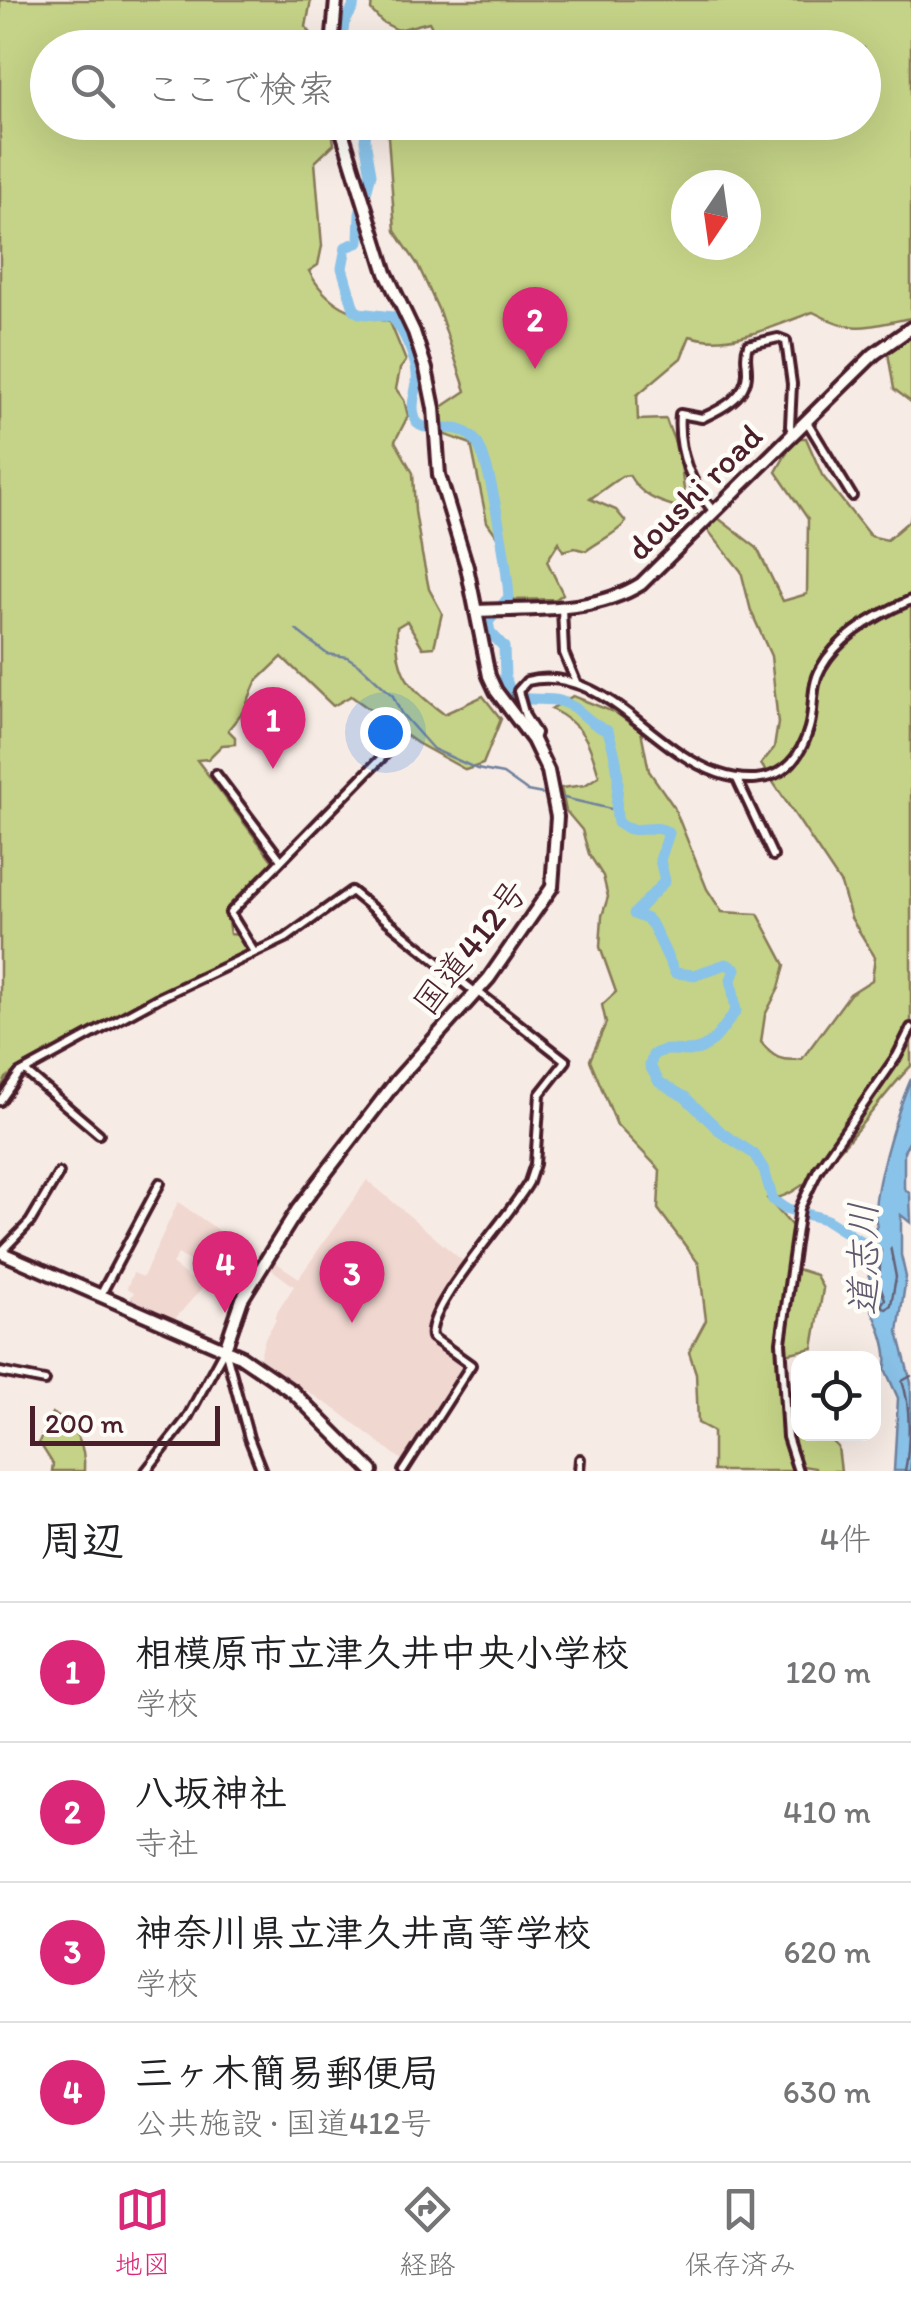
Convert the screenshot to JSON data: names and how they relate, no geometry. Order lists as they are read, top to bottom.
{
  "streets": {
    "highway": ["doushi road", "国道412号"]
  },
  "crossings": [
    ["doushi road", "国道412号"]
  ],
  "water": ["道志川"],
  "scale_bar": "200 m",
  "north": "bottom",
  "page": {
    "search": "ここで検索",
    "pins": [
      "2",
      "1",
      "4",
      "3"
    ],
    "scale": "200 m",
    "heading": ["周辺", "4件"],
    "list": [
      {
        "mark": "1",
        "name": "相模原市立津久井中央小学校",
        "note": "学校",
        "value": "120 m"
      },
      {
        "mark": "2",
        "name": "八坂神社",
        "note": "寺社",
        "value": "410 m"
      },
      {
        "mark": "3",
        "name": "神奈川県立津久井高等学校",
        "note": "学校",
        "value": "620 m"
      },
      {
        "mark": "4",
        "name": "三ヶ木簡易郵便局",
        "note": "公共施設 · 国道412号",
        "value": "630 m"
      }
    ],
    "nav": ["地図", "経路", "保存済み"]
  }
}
==========
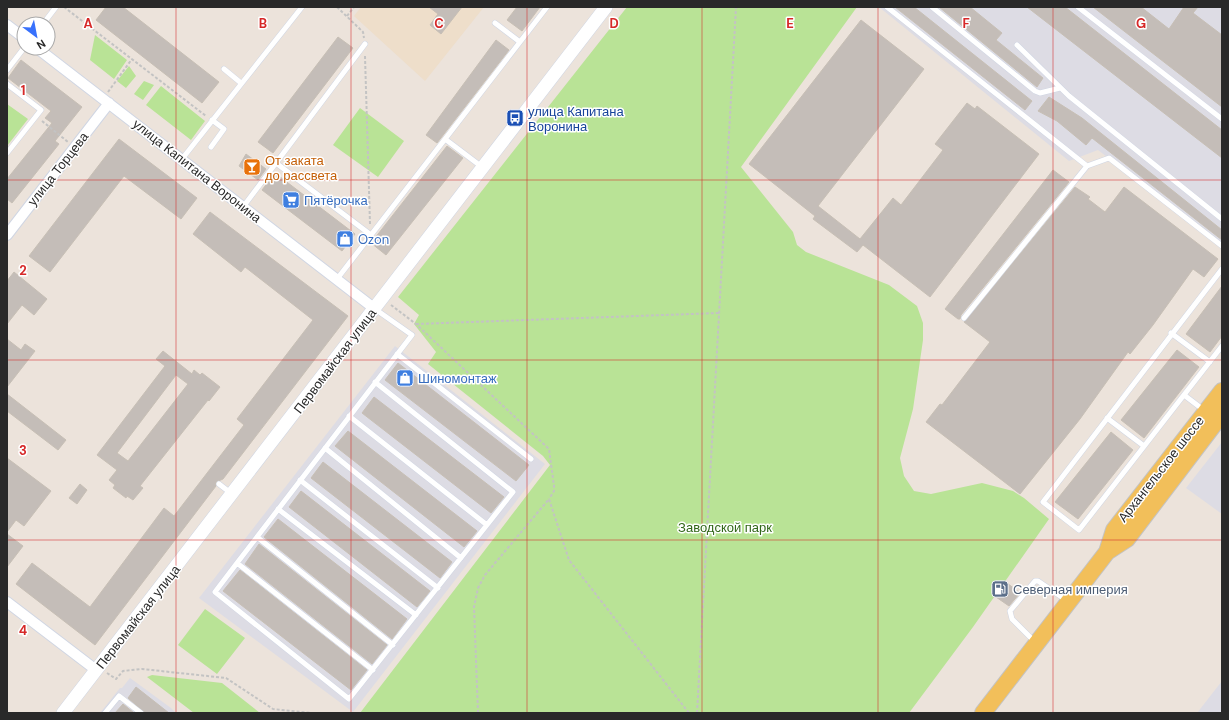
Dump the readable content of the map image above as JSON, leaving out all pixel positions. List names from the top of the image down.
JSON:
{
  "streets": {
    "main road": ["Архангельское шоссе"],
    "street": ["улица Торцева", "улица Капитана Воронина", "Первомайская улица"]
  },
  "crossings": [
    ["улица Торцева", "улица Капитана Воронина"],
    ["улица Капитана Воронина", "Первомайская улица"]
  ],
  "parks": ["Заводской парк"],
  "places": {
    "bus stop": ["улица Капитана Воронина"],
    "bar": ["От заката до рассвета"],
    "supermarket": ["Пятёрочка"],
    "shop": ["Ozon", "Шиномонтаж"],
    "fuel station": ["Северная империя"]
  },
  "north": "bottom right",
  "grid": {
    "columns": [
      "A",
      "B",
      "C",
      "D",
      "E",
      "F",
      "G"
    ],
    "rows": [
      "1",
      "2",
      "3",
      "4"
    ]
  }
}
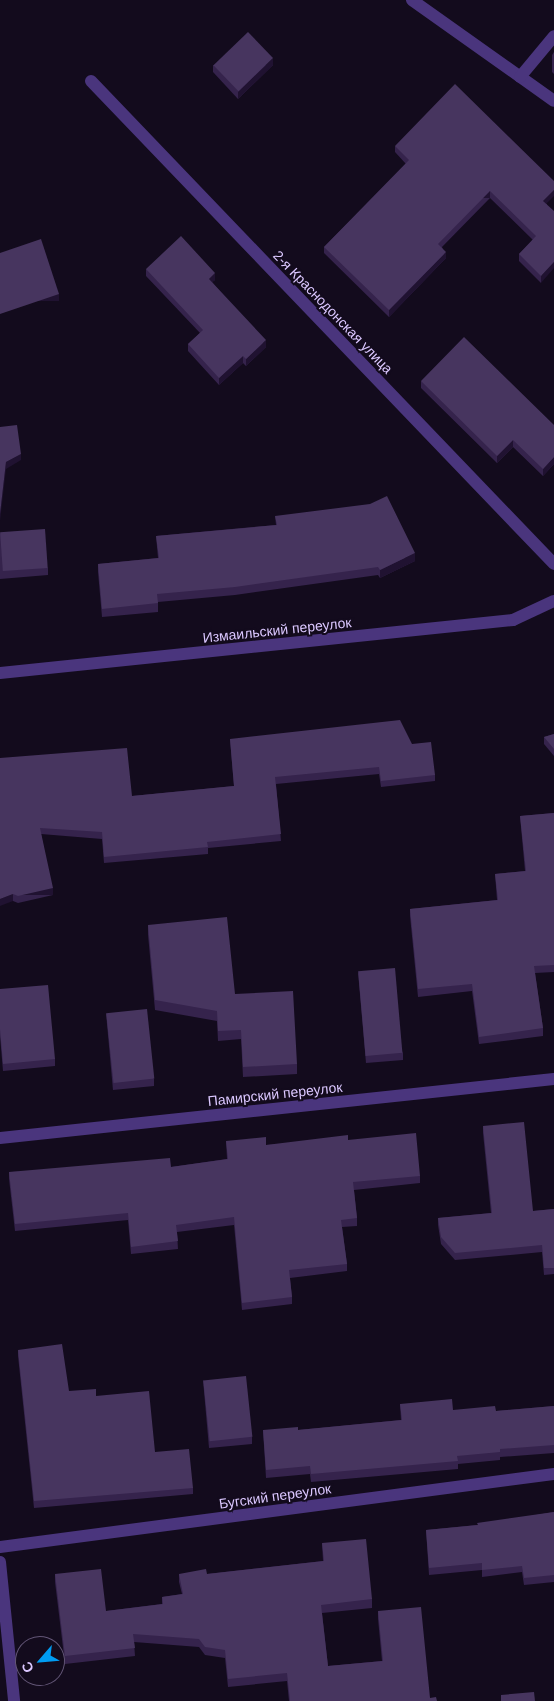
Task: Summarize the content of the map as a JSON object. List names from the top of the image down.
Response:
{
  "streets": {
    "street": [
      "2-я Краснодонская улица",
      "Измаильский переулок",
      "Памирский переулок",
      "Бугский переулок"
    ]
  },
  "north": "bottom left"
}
==========
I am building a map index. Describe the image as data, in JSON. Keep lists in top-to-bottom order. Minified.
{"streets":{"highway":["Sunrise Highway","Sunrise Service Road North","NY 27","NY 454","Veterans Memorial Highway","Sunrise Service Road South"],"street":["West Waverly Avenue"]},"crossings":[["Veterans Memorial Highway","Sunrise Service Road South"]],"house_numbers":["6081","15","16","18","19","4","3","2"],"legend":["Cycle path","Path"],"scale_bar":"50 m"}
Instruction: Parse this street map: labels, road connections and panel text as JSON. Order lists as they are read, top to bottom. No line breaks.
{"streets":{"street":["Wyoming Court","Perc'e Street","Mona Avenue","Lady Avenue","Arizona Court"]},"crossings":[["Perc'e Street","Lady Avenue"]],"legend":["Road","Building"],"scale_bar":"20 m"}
==========
YOUR OBJECTIVE:
Find the lines above that hold "content", then copy each of them.

ANSWER TO THIS EXERCISE:
Dump the readable content of the map image above as JSON, leaving out all pixel positions. List names from the top of the image down.
Task: Summarize the content of the map as a JSON object. List names from the top of the image down.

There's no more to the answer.